WHAT IS EXPECTED →
Nothing but the lines from the top of the records through the line with "--surface:#fff; --page:#f2f2f3; --text:#1f2937;" should be returned, exactly, and without pictures.

= = = =

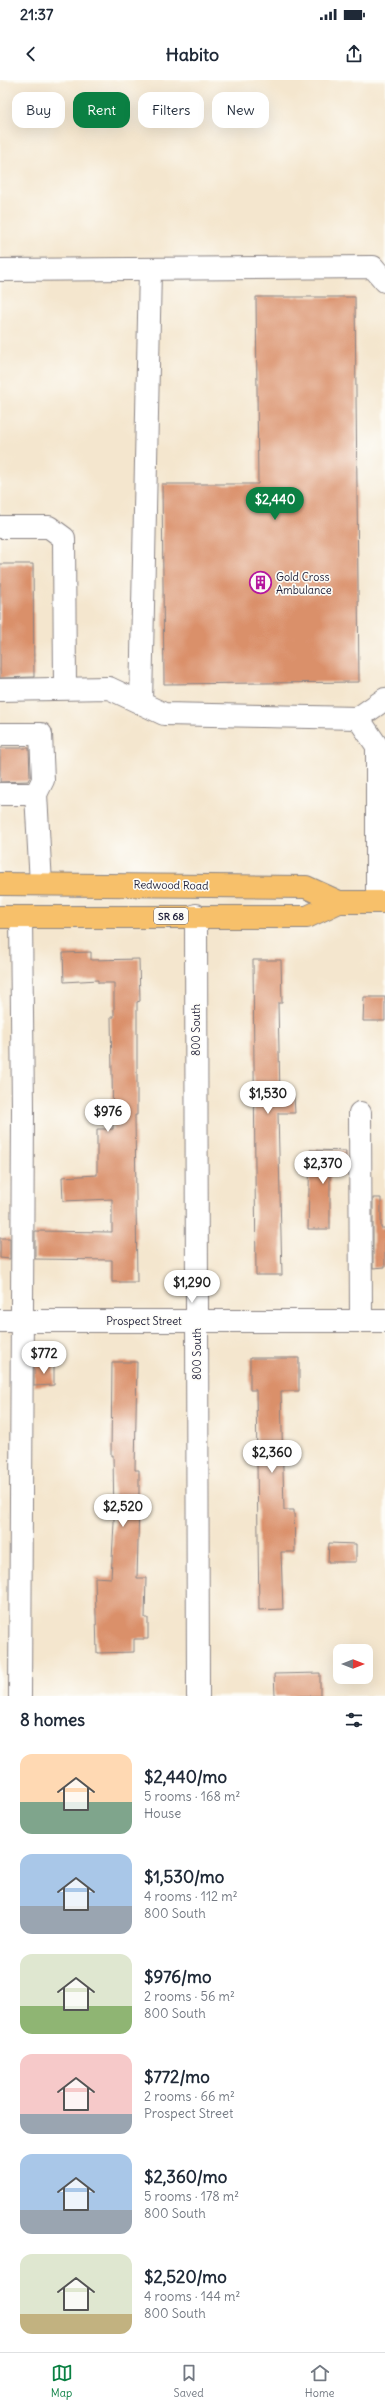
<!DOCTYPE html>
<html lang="en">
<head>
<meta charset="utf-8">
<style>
	:root { --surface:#fff; --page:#f2f2f3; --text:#1f2937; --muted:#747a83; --line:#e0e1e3; --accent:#0b8043 }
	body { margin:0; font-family:Delius,sans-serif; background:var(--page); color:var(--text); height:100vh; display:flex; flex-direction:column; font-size:15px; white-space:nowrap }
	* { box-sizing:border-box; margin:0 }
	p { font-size:13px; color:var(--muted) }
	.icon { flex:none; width:22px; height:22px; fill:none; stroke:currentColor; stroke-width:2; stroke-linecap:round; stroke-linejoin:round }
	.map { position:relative; height:1616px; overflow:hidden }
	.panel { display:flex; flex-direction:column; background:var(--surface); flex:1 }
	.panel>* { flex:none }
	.top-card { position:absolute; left:12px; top:12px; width:361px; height:36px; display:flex; gap:8px }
	.needle { width:26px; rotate:90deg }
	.fabs { position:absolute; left:333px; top:1564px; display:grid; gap:8px }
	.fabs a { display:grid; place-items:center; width:40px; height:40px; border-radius:8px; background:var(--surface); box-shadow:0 4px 16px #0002; font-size:20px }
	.price { position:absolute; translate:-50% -34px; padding:0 9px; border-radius:14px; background:#fff; color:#222; font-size:13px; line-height:26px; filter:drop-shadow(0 1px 2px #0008) }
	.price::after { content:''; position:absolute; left:50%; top:24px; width:12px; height:9px; margin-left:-6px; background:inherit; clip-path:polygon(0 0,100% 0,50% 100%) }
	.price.on { background:var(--accent); color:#fff }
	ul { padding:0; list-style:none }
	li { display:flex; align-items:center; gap:12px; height:100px; padding:0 20px }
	li span { display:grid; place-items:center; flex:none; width:112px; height:80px; border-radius:12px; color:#555 }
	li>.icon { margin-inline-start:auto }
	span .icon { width:48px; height:48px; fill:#fffc; stroke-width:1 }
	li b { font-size:17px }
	h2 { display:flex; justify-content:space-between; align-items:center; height:48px; padding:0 20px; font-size:17px }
	.pill { padding:0 14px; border-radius:12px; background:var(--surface); box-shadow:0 4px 16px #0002; font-size:14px; line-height:36px }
	.pill.on { background:var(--accent); color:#fff }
	.status { display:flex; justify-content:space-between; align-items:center; height:28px; padding:0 20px; background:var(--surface); direction:ltr }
	.status svg { height:11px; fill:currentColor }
	header { display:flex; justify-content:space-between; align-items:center; height:52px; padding:0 20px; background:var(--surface); font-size:18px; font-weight:700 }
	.menu { display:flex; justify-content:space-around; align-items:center; height:56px; border-top:1px solid var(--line); background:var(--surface); font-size:11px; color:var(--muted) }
	.menu a { display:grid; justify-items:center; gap:2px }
	.menu .on { color:var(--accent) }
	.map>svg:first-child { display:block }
	.building { fill:#da906b }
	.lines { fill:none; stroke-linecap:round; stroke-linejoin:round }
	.minor-casing { stroke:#8b8484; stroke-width:24 }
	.major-casing { stroke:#8b8484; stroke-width:24 }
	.minor { stroke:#fff; stroke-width:22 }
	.major { stroke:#f7c06b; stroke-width:22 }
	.labels { text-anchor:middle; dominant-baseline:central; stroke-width:3.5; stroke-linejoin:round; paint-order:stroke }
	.shield { fill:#fdfcf7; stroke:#646373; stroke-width:1 }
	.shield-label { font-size:10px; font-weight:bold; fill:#22223b }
	.poi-label { font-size:11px; fill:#22223b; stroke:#fdfcf7; text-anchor:start }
	.street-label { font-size:11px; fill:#22223b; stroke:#fdfcf7 }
</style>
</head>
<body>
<div class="status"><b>21:37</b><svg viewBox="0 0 49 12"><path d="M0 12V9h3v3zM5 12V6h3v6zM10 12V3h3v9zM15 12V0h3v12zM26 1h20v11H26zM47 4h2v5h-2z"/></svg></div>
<header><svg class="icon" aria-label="back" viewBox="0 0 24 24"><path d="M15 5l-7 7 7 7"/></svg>Habito<svg class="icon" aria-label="share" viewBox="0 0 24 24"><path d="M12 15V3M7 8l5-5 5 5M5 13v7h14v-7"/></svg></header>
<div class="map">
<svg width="385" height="1616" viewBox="0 0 385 1616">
	<rect width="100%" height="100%" fill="#fdfcf7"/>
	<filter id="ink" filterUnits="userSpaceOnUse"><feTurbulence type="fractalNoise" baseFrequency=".025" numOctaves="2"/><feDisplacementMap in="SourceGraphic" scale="8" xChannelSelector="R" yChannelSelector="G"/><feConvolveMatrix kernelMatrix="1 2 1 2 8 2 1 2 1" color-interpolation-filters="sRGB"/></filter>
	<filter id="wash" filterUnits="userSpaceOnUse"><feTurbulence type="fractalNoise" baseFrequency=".012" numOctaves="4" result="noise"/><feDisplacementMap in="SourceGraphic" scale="16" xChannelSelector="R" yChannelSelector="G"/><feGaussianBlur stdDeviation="0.9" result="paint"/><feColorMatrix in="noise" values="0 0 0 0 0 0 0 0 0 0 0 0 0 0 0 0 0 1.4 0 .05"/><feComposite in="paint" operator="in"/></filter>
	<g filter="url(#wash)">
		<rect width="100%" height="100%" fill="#f4e6ce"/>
		<g id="blocks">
			<g class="building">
				<path d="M 256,217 L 355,217 L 359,602 L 164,604 L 162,404 L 258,404 Z"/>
				<path d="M 0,484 L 33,484 L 34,597 L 0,598 Z"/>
				<path d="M 0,668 L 29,668 L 30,697 L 28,701 L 0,702 Z"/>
				<path d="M 91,872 L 91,880 L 139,879 L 140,921 L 137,922 L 137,1035 L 135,1035 L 137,1202 L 112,1202 L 112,1180 L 35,1179 L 35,1151 L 112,1152 L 112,1119 L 63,1121 L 62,1097 L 97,1095 L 97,1049 L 113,1049 L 111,937 L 114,937 L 114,903 L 98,903 L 98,900 L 64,902 L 63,873 Z"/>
				<path d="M 253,880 L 281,880 L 282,923 L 278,923 L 280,1016 L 294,1016 L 295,1033 L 278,1033 L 282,1195 L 256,1195 Z"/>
				<path d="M 364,917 L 385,917 L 385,941 L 363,941 Z"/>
				<path d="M 310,1070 L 346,1071 L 345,1095 L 330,1095 L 330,1149 L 308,1149 Z"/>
				<path d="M 373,1118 L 381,1118 L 381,1148 L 385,1148 L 385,1187 L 373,1188 Z"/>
				<path d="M 0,1158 L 10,1158 L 10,1179 L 0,1178 Z"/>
				<path d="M 250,1278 L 299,1278 L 299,1311 L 281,1311 L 284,1430 L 294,1430 L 295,1472 L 281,1472 L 283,1529 L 259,1530 L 256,1310 L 250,1310 Z"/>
				<path d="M 112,1282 L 137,1282 L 135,1390 L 139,1390 L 139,1426 L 137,1498 L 146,1498 L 145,1538 L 148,1538 L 148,1559 L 134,1559 L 134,1572 L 97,1573 L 95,1497 L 111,1498 L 114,1443 L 113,1375 L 111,1375 Z"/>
				<path d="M 54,1284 L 54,1305 L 34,1306 L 34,1285 Z"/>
				<path d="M 329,1463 L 356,1464 L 356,1482 L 328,1482 Z"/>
				<path d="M 320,1593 L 320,1616 L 275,1616 L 274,1594 Z"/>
			</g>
		</g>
	</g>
	<g filter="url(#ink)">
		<use href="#blocks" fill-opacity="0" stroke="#8b8484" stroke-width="1"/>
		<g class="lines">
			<defs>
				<g id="minor">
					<path d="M 0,190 L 373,187 L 385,201"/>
					<path d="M 0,447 L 49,447 L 64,458 L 65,608"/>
					<path d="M 0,610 L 109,608 L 164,634 L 358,638 L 385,619"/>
					<path d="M 141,623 L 150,189"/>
					<path d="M 358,638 L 377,666 L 377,822"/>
					<path d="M 0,654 L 41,654 L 43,700 L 36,714"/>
					<path d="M 0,714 L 36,714 L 41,804"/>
					<path d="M 196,835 L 198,1616"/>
					<path d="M 360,1033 L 361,1241"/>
					<path d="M 0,1241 L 385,1241"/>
					<path d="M 20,1616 L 23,1029 L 21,837"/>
				</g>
				<g id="major">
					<path d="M 0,804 L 306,807 L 339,822"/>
					<path d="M 0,837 L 307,837 L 339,822 L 385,822"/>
				</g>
			</defs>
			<use href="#minor" class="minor-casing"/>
			<use href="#major" class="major-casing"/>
			<use href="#minor" class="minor"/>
			<use href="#major" class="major"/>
		</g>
	</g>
	<defs>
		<symbol id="building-ring" viewBox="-11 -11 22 22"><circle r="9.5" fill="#fdfcf7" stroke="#b5179e" stroke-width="1.5"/><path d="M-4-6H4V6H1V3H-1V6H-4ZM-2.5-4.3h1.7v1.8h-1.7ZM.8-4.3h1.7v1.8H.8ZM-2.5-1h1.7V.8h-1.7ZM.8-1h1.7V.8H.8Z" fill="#b5179e"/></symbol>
	</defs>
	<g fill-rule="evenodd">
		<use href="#building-ring" x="248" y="490" width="25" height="25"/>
	</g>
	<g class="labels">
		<rect class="shield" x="154" y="828" width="34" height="16" rx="3"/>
		<g class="shield-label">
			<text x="171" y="836">SR 68</text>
		</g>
		<g class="poi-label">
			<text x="276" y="497">Gold Cross<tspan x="276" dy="13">Ambulance</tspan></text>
		</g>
		<g class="street-label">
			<text transform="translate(171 805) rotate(1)">Redwood Road</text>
			<text transform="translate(196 950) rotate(-90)">800 South</text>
			<text x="144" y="1241">Prospect Street</text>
			<text transform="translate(197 1274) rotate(-90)">800 South</text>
		</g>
	</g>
</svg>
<div class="fabs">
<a><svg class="needle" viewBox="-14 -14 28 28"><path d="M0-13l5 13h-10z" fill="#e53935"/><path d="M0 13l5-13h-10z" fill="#747a83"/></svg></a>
</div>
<b class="price on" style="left:275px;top:441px">$2,440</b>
<b class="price" style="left:268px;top:1035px">$1,530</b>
<b class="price" style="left:108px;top:1053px">$976</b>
<b class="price" style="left:323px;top:1105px">$2,370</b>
<b class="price" style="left:192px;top:1224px">$1,290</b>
<b class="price" style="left:44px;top:1295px">$772</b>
<b class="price" style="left:272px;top:1394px">$2,360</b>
<b class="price" style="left:123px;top:1448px">$2,520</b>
<div class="top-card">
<a class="pill">Buy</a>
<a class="pill on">Rent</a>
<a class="pill">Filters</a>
<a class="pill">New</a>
</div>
</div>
<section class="panel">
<h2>8 homes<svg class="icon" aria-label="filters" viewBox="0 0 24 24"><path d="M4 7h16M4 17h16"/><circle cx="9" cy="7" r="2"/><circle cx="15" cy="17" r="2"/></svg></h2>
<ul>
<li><span style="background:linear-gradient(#ffd9b3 60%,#7fa58c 0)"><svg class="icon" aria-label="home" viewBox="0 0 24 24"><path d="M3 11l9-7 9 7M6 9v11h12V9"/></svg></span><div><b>$2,440/mo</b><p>5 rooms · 168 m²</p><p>House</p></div></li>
<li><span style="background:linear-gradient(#a9c7e8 65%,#9aa5b1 0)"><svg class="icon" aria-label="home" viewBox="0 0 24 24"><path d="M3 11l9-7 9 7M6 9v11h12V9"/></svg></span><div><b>$1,530/mo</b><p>4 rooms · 112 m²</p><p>800 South</p></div></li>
<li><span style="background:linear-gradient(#dfe7d0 65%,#8fb573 0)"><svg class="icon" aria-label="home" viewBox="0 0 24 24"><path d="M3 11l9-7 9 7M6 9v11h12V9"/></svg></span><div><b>$976/mo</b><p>2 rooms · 56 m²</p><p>800 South</p></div></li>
<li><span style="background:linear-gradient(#f6c9c9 75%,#9aa5b1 0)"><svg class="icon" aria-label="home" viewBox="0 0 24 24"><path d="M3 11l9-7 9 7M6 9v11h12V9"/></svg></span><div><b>$772/mo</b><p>2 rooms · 66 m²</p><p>Prospect Street</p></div></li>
<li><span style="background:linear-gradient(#a9c7e8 70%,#9aa5b1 0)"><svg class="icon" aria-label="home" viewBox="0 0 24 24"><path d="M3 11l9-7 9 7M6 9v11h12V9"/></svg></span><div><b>$2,360/mo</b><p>5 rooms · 178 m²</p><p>800 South</p></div></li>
<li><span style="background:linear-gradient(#dfe7d0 75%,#c2b280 0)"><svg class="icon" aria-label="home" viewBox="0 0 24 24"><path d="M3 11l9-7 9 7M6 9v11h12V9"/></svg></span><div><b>$2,520/mo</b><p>4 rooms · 144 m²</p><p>800 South</p></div></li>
</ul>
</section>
<nav class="menu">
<a class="on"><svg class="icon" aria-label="map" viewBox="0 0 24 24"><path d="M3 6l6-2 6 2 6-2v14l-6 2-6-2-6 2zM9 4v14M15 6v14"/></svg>Map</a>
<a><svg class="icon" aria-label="saved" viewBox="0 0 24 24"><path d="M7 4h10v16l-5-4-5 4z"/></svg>Saved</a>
<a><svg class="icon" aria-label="home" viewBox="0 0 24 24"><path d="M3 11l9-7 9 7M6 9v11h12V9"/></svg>Home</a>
</nav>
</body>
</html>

= = = =

SOLUTION FOR THIS PROBLEM →
<!DOCTYPE html>
<html lang="en">
<head>
<meta charset="utf-8">
<style>
	:root { --surface:#fff; --page:#f2f2f3; --text:#1f2937; --muted:#747a83; --line:#e0e1e3; --accent:#0b8043 }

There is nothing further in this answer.